Somut olayda Kurum, veri sorumlusunun gerekli önlemleri alıp almadığını incelemiştir. Söz konusu doktor emekli olduğu için veri sorumlusunun ifşa ile ilgili kontrol önlemlerini ele alamadığı tespit edilmiştir. Sağlık verilerinin işlenmesi için gerekli koşulların karşılanıp karşılanmadığı noktasında ise veri sorumlusunun kişisel verilerin ifşası için herhangi bir yasal dayanak ortaya koymaması nedeniyle veri koruma mevzuatını ihlal ettiğine karar verilmiştir.

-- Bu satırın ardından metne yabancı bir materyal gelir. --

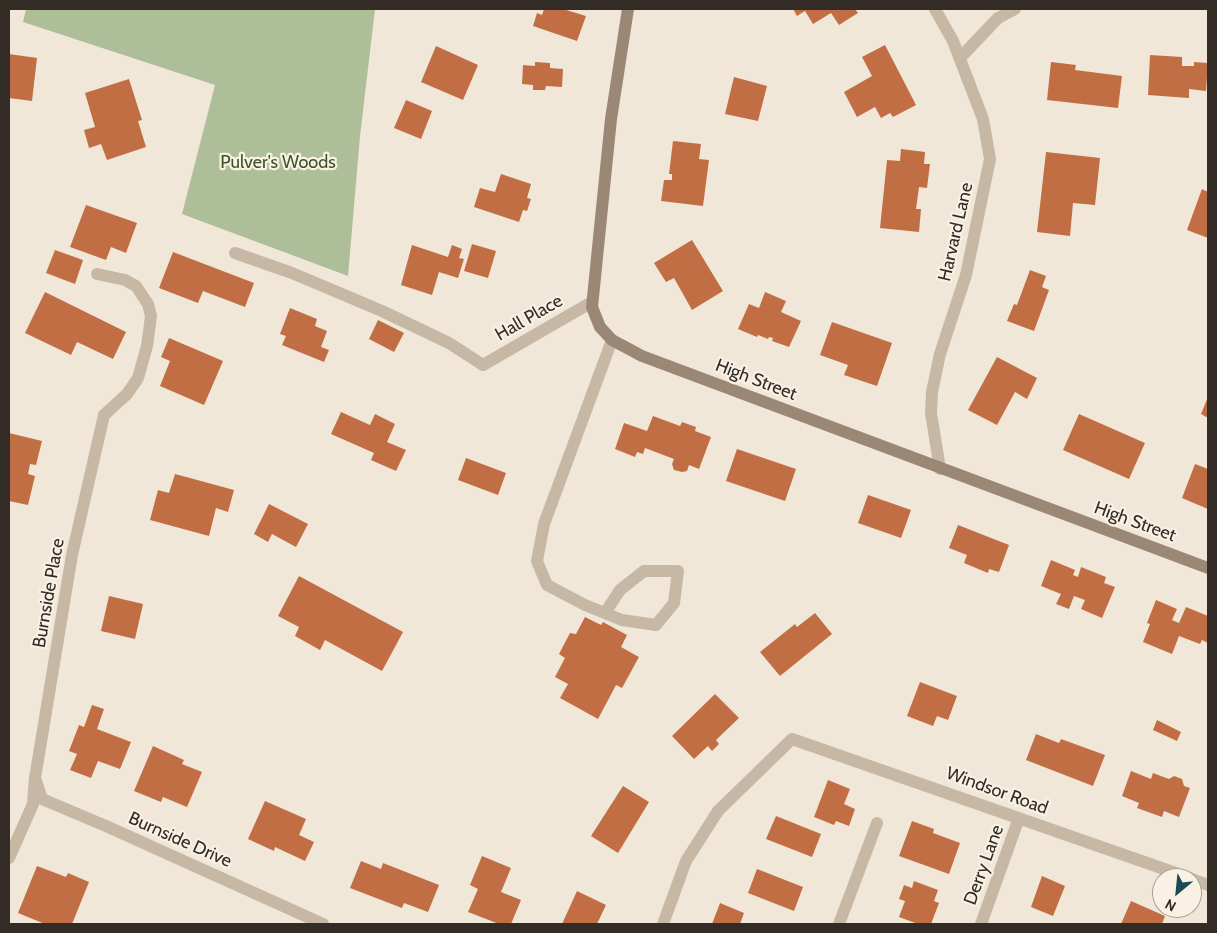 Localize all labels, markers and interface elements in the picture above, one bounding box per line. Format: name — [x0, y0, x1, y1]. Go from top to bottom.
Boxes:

GDPR(AB Genel Veri Koruma Yönetmeliği)’nin 5(1)(f) Maddesinde, kişisel verilerin güvenliğini sağlama yükümlülüğü, 32. maddede ise güvenliği sağlamak için veri sorumlusunun ve veri işleyenin uygun teknik ve organizasyonel önlemleri uygulama yükümlülüğü belirtilmiştir. Kurum, uygun güvenlik önlemlerini değerlendirirken veri sorumluları ve veri işleyenlerin diğer önlemlerin yanı sıra, işlemenin niteliğini, kapsamını, bağlamını ve amacını ve ayrıca veri sahipleri için değişen olasılık ve önem riskini dikkate alması gerektiğini bildirmiştir. Bu bağlamda, GDPR’nin 9. Maddesi kapsamında “özel bir kişisel veri kategorisi” olan sağlık verilerinin, doğası gereği temel hak ve özgürlüklere ilişkin olarak özellikle hassas olduğunu ve özel bir korumayı hak ettiği kabul etmektedir. Veri sorumlusunun hataen ve hukuka aykırı olarak kişisel veriyi ifşa etmesi durumunda, GDPR’nin 33. maddesine yer alan, durumun gecikmeksizin ilgili kişiye iletilmesi yükümlülüğünü yerine getirmesi gerekmektedir.
Kurumun Uygun Güvenlik Önlemlerine İlişkin Kararı (Vaka Çalışması 9)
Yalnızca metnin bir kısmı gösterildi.